Grasfütterung für Kühe macht Milchproduktion nachhaltiger

Mehr Gras und Heu statt Mais und Kraftfutter für deutsche Rinder hätten einer Studie zufolge positive Auswirkungen in verschiedenen Bereichen. Der Futterwechsel beeinflusse sowohl den Flächenverbrauch, die Gesamtproduktion von Nahrungsmitteln als auch das Klima und das Tierwohl. Das geht aus der Studie des Schweizer Forschungsinstituts für biologischen Landbau (FiBL) hervor, die der Auftraggeber Greenpeace am Montag veröffentlichte. Somit habe eine rein grünlandbasierte Milchproduktion großes Potenzial für den Klimaschutz. Gleichzeitig könne die Nahrungsmittelproduktion durch freiwerdende Futterflächen deutlich erhöht werden.

Deutlich weniger Milch, aber 2,4 Millionen Hektar Ackerfläche werden frei

Das FiBL hat in verschiedenen Szenarien berechnet, wie sich die Anzahl der Rinder und die Milch- sowie Rindfleischproduktion im Vergleich zu heute verändert, wenn der Anteil an Gras im Futter zwischen 85 und 100 Prozent liegt. Ohne den Einsatz von Maissilage und energiereichem Kraftfutter würde die durchschnittliche Milchmenge pro Jahr demnach um bis zu 50 Prozent sinken. Auch die produzierte Fleischmenge würde deutlich zurückgehen.

Gleichzeitig würden aber 2,4 Millionen Hektar Ackerflächen frei, auf denen bisher Mais und anderes Ackerfutter für Kühe und Mastrinder angebaut werden. Auf diesen Flächen könnten direkt Nahrungsmittel für Menschen angebaut werden. So ließen sich zweieinhalb bis dreieinhalb Mal mehr pflanzliches Protein erzeugen, als an tierischem Protein durch die Reduktion von Milch- und Fleischproduktion wegfielen.

Auch der Einfluss auf die Treibhausgasemissionen wurde untersucht. Die schädlichen Gase verringerten sich demnach von 33,9 Millionen Tonnen CO₂-Äquivalenten auf zwischen 22,2 Millionen Tonnen und 27,7 Millionen Tonnen je nach Szenario. Die Größe CO₂-Äquivalente macht verschiedene Treibhausgase vergleichbar.

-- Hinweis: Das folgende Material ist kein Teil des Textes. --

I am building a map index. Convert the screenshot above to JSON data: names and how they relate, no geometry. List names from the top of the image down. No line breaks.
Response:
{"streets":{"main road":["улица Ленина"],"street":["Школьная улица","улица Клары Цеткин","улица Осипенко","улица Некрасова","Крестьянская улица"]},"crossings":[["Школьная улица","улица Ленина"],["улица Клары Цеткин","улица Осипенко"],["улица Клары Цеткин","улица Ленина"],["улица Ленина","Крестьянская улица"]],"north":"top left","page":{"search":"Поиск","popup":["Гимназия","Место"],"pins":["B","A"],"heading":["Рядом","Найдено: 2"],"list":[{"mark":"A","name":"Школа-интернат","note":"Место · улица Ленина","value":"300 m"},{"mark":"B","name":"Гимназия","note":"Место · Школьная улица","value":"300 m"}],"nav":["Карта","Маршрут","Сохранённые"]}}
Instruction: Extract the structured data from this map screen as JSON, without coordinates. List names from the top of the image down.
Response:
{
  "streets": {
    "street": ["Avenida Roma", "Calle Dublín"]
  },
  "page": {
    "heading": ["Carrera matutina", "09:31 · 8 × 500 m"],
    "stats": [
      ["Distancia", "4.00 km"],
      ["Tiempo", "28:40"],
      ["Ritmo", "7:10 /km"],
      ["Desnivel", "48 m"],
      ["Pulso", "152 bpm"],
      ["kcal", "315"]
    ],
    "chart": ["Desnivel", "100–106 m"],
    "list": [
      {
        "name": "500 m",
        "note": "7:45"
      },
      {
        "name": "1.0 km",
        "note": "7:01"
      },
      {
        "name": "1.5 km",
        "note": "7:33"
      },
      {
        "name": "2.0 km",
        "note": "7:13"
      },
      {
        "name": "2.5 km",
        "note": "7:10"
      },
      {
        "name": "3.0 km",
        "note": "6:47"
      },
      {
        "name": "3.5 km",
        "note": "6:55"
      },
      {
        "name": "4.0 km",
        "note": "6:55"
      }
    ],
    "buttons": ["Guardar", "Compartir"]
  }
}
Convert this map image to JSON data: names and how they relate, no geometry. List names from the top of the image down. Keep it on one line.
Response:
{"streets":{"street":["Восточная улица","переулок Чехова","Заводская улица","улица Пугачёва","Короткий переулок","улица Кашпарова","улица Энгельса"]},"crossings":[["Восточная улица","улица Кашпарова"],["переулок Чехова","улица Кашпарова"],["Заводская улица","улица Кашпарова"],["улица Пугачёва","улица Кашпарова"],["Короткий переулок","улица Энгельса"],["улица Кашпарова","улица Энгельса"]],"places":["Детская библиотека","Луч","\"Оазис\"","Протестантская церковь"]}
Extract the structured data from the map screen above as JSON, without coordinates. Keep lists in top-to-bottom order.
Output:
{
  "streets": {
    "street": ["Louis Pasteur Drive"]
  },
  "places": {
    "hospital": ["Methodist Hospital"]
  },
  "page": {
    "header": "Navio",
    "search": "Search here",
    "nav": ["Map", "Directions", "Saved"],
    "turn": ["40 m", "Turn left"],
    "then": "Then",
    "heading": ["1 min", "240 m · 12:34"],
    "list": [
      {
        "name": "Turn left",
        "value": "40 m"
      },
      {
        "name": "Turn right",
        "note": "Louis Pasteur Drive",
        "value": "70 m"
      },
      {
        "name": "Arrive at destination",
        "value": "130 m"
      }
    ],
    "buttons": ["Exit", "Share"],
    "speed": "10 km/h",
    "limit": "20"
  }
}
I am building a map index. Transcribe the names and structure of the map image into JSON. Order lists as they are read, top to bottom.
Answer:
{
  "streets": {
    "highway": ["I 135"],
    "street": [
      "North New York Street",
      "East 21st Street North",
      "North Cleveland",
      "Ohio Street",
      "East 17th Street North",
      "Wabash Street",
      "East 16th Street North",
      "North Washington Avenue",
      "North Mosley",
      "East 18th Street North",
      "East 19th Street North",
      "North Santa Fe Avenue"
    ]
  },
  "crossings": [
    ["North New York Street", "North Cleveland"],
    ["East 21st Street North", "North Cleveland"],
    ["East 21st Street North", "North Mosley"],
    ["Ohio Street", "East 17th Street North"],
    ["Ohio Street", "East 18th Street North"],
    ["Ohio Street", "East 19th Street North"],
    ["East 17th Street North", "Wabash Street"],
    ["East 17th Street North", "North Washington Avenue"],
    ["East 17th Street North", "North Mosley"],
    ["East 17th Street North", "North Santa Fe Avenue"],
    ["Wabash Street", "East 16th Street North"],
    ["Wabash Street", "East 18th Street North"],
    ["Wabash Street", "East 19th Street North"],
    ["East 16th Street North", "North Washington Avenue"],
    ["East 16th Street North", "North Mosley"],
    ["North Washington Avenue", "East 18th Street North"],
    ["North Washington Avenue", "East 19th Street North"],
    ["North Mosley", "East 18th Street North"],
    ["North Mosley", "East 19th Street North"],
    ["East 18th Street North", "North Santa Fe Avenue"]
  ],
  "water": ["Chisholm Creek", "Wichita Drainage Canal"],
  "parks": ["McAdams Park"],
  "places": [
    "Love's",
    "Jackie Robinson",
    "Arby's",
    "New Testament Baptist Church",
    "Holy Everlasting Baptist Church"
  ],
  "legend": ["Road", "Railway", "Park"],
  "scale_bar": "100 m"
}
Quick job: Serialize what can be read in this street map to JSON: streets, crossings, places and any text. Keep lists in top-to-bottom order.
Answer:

Umstellung nur mit längeren Übergangsperioden möglich

Die Studienautoren weisen in ihrer Untersuchung darauf hin, dass eine solche Umstellung "mit großen Veränderungen im Angebot von tierischen und pflanzlichen Nahrungsmitteln" einhergehe. "Eine Umstellung auf solche Systeme würde große Veränderungen auf Betriebsebene bedingen und wäre nur mit längeren Übergangsperioden und guter Unterstützung möglich." Nach Ansicht von Martin Hofstetter, Landwirtschaftsexperte bei Greenpeace, gibt es immer mehr Betriebe, die das in Deutschland, aber auch in der Schweiz, Irland, Österreich oder Neuseeland praktizieren und damit auch ökonomosch gut zurecht kommen Das ginge aber nur, wenn die Betriebe über genügend Grünland verfügen und sich davon freimachen, immer neue Höchstleistungen mit ihren Kühen zu erzielen. Und dazu müssten Betriebe die höheren Aufwendungen bei der Grasfütterung auch bezahlt bekommen. 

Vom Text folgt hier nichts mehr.